Frontier was built by HPE Cray, and makes use of an unbelievable number of third-generation AMD EPYC processors outfitted with AMD Instinct MI250X accelerators. On the standard HPL benchmark, it managed to crank out 1.1 EFLOPs, making it the very first machine in the world to surpass the exaFLOP barrier. For perspective, 1.1 EFLOPs is 1.1×10^18 floating point operations per second, or around the performance of 36,000 GeForce RTX 3080 cards.

amd instinct mi200 platform
AMD's Instinct compute accelerators are doing much of the heavy compute lifting.

Despite the gigantic size of the machine, its incredible performance means that it is actually not just the fastest, but also the most efficient: Frontier topped the Green500 list, too. Each cabinet of the machine delivers 62.68 GFLOPs of compute per watt consumed, although when you take into account all of the networking required for the full system its efficiency drops to "just" 52 GFLOPS/watt—still high enough to take the top spot.

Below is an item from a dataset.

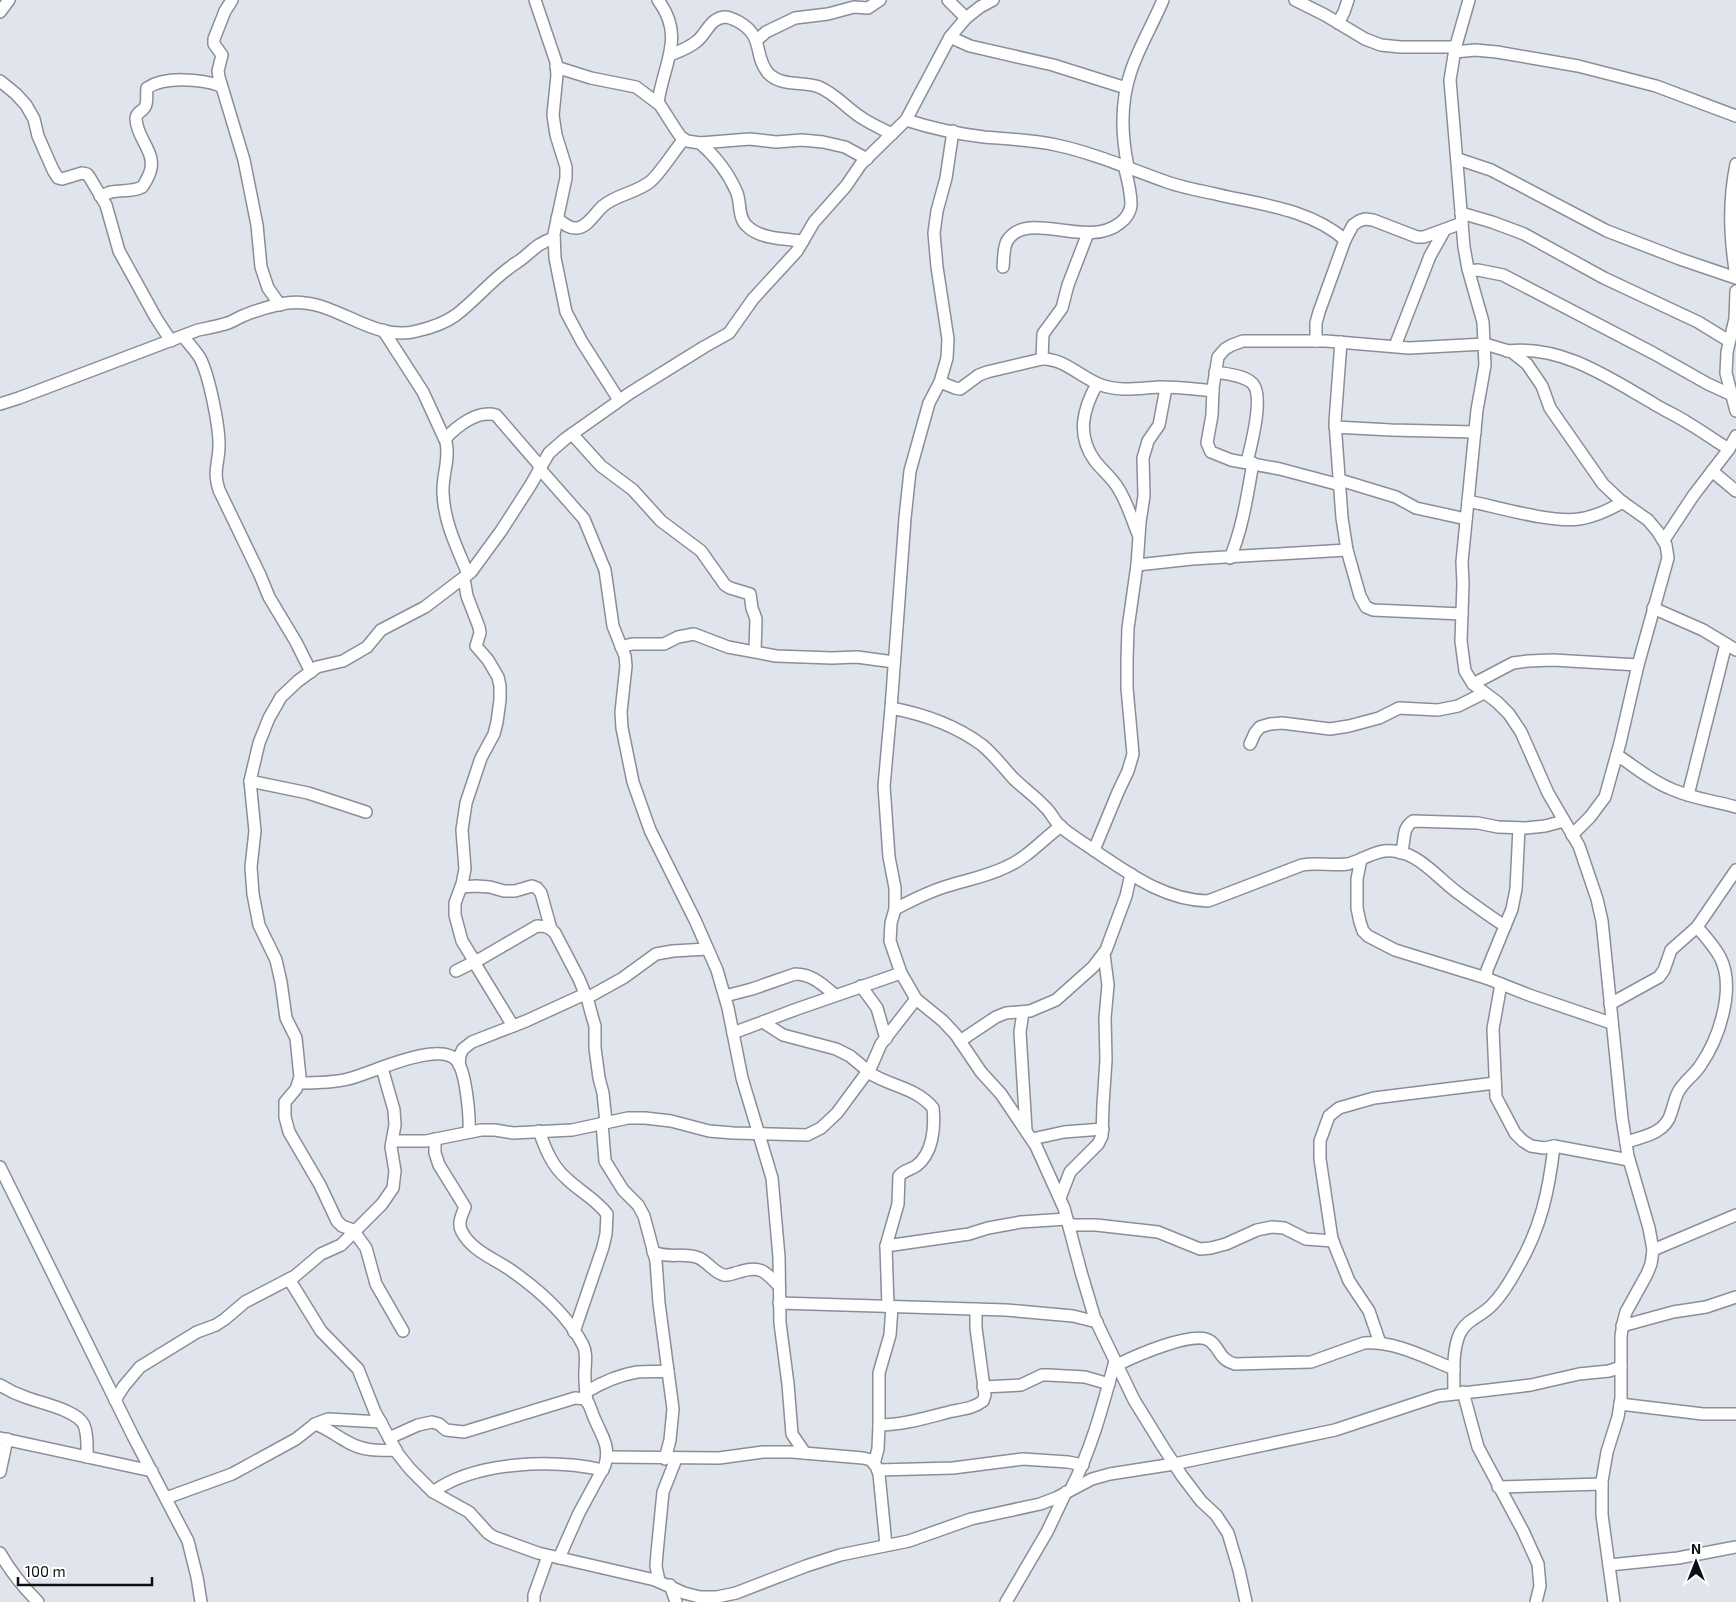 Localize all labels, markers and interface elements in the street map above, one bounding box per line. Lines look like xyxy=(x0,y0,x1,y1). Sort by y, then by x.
north arrow xyxy=(1671,1537,1721,1587)
text: N xyxy=(1691,1540,1701,1557)
scale bar xyxy=(18,1554,151,1586)
text: 100 m xyxy=(25,1562,66,1580)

HPE Cray's new AMD-powered machine knocked Japan's Fugaku system off the #1 spot. That machine is powered by ARM A64X processors, and it too has a peak theoretical performance over 1 EFLOP, but it hasn't been able to realize that performance on the Linpack benchmark that Top500 uses. It's held the top spot for two years with "just" 442 PFLOPs, or slightly under half of what Frontier is capable of.

To illustrate how far ahead Fugaku and Frontier are from the rest of the list, a very similar system to Frontier—also built by HPE Cray and using the same basic AMD components—slotted in freshly at position #3. That system is called LUMI, and it lives in Finland, where it produces 152 PFLOPs for that nation's IT Center for Science, known as CSC.

In fact, AMD proudly notes in its press release that it lays claim to 94 systems out of the Top500 list, which doesn't sound that impressive on the face of it, but that number has nearly doubled since last year. The company also gloats that it dominates the Green500 list, holding the top 4 positions, eight of the top ten, and 17 of the top 20.

A cynic might point out that that's simply because the AMD systems are also the newest systems, and that future machines using Intel, NVIDIA, IBM, or ARM hardware might similarly leapfrog the red team's equipment. That's potentially in the future, though, and not a guaranteed. As such, let's let AMD celebrate a bit, because they've earned it.